Help Out With Grooming
As Catster points out, cats grooming needs change with the seasons. Although cats are generally great at keeping themselves neat and tidy, they might need an extra hand during the winter months to cope with the thicker coat they develop. Older cats especially may require extra brushing to keep their coats healthy and clean.

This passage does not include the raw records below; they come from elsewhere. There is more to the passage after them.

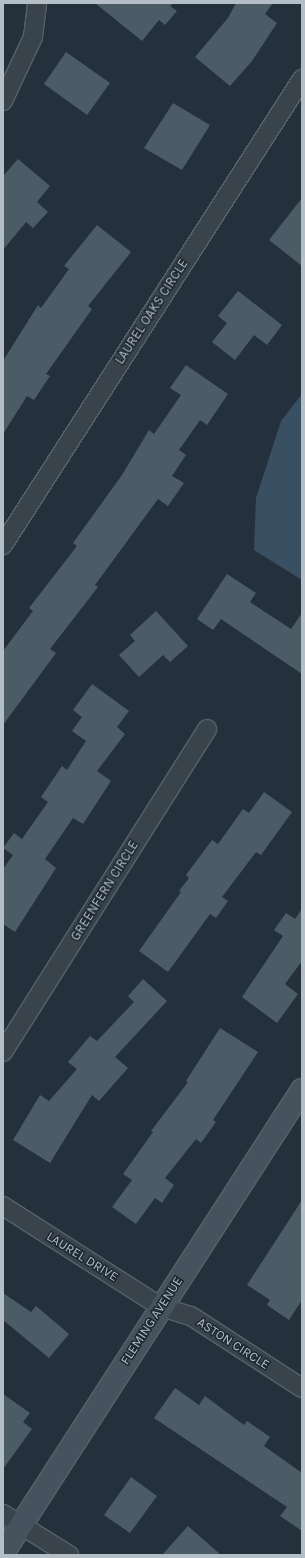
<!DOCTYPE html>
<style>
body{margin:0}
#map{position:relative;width:305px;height:1558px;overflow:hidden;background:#24313c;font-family:Karla,sans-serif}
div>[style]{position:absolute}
.water>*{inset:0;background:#385062}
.building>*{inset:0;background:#4c5c67}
.roads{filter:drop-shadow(1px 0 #56616a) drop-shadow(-1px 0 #56616a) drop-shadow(0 1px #56616a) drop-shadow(0 -1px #56616a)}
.street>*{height:18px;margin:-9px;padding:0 9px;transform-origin:9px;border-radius:9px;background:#38434c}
.secondary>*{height:22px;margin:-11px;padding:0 11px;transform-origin:11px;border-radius:11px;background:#46535f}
span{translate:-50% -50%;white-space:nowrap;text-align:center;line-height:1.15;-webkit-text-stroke:3px #1d2831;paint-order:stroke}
.street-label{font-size:13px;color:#b3bec7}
.frame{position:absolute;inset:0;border:4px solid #b3bec7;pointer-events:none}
</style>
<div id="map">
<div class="water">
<i style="clip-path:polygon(302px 394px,302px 580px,254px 550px,256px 498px,281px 421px)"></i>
</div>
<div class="building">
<i style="clip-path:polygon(95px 3px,173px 3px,170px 6px,177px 11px,165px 25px,159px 20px,142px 41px)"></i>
<i style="clip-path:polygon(236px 3px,273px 3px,265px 14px,277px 23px,252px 61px,230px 86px,195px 57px,228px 18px)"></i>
<i style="clip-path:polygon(66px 52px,110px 83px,87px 115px,44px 84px)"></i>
<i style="clip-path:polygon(173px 103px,210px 125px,182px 170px,144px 148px)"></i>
<i style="clip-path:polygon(18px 159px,50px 186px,37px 202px,48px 212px,33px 228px,26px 222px,3px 250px,3px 176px)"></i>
<i style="clip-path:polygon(302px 198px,302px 266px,269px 240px)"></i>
<i style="clip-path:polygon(97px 225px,131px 252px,88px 306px,92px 309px,46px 374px,50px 376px,34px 400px,27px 396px,3px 434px,3px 361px,38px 305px,41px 308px,69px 269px,64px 266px)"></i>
<i style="clip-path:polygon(238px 291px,282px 325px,267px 345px,254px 335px,235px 360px,212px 342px,227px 323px,218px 316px)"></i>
<i style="clip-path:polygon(186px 365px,228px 394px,207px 425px,200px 420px,179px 450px,186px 455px,172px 476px,184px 483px,168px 506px,158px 499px,95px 585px,98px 587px,50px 649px,56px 653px,3px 725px,3px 651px,33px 611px,29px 608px,77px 546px,73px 543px,122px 475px,149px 430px,154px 434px,181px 395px,170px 388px)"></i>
<i style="clip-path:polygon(227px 574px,256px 593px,250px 602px,291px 629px,302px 613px,302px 674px,221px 619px,213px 630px,197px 619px)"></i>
<i style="clip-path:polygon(156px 611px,188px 646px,170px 662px,163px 655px,139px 677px,119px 655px,135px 641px,130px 635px)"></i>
<i style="clip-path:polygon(92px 684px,129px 711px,117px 727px,125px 734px,97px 771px,111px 781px,83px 824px,73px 818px,45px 859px,56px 868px,15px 932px,3px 924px,3px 869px,13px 855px,3px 848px,14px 833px,22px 839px,48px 802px,41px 797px,62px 766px,67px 770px,86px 741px,72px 731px,82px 717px,73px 710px)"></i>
<i style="clip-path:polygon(264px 792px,292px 812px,261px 855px,256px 852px,222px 897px,228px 901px,216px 918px,210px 914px,168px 972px,139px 951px,181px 892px,179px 891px,189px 878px,186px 875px,212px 840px,218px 844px,243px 809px,249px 813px)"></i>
<i style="clip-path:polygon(302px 909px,302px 961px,285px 984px,298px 994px,277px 1023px,242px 997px,283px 936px,274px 930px,286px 913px,295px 919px)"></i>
<i style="clip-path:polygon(143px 979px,167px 1001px,115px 1057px,128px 1068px,99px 1101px,92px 1095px,50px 1163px,13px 1140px,40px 1095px,49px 1101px,77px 1069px,68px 1062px,90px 1036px,97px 1041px,134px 1002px,128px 996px)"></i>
<i style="clip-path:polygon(220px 1028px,258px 1052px,213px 1120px,216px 1122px,201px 1143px,196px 1139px,165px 1178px,174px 1185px,162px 1203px,155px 1198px,136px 1224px,112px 1207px,132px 1180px,123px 1174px,153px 1132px,151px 1131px,188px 1082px,186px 1081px)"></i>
<i style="clip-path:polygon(302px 1200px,302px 1300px,289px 1320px,267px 1305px,270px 1300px,247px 1285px)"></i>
<i style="clip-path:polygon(3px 1293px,31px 1312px,36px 1306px,69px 1334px,49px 1358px,3px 1320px)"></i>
<i style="clip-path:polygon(175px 1388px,199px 1405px,205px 1396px,244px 1425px,247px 1421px,270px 1437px,264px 1446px,302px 1473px,302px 1531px,280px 1516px,287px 1507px,154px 1418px)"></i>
<i style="clip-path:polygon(3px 1394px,30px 1413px,23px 1422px,32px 1429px,3px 1469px)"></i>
<i style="clip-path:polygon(131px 1477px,157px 1496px,130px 1533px,104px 1515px)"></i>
<i style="clip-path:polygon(188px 1526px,221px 1555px,162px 1555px)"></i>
</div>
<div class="roads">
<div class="street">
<i style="left:3px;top:101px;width:71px;rotate:-64.9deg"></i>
<i style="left:33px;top:37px;width:34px;rotate:-83deg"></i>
<i style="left:3px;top:545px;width:554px;rotate:-57.31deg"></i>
<i style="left:3px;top:1052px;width:382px;rotate:-57.7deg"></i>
<i style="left:3px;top:1206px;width:188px;rotate:32.6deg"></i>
<i style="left:161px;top:1307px;width:31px;rotate:17deg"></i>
<i style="left:191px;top:1316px;width:132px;rotate:33deg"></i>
<i style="left:3px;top:1514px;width:78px;rotate:31.8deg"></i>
</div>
<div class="secondary">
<i style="left:3px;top:1553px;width:551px;rotate:-57.15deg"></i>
</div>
</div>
<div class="street-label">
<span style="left:152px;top:312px;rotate:-57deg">LAUREL OAKS CIRCLE</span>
<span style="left:105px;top:891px;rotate:-58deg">GREENFERN CIRCLE</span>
<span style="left:82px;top:1257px;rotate:32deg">LAUREL DRIVE</span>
<span style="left:152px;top:1321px;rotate:-57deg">FLEMING AVENUE</span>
<span style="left:233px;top:1344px;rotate:33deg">ASTON CIRCLE</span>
</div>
<div class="frame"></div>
</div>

Pay Attention to Their Diet
Feeding your cat a healthy, balanced diet isn’t necessarily a winter-specific recommendation, but this is the time of year it really pays off. During the summer, your cat’s energy requirements are around 15% less than they are during the winter. Simply put, the colder it is, the more calories your cat needs to stay warm. Young cats and senior cats are more vulnerable to temperature extremes than adult cats, making it even more important to pay attention to what, and how much, they’re eating. As cats can often drop their fluid intake during the colder months, pay attention to how much they’re drinking. If you’re concerned about dehydration, try adding some stock to their food or switch from dry food to wet.
Buy Them a Jacket
Cats come with their own winter coats, but for some, it’s not enough to keep them warm. Hairless breeds like the Sphynx can find it difficult to conserve heat during the winter, which leaves them vulnerable to hypothermia and other temperature-related problems. Fortunately, the problem is easy enough to get around: if your cat’s own coat isn’t adequate, find them one that is. In fairness, some cats will have nothing to do with clothes. Try slipping a cozy little jacket over their head and you’ll be lucky to get away with your life. Others will tolerate it well enough, especially if it brings an end to the constant shivering. Opt for clothes made from hypoallergenic material to reduce the risk of an adverse reaction. Avoid anything with toggles or buttons that could pose a choking hazard, and keep away from course, rough fabrics.
Increase the Humidity
If you switch on your central heating in September and don’t turn it off till April, your house is probably drier than the Sahara right about now. Excessive household dryness can lead to all kinds of problems in cats, including an increased risk of respiratory infections. If you notice your cat is coughing or seems to be drinking more than usual, the dry air in your house might be making them dehydrated. To counter the problem, consider investing in a humidifier. If you’d rather go the DIY route, simply spray some water into the air every few hours. A bowl of water placed under a heat source can also add some much-needed moisture into the environment.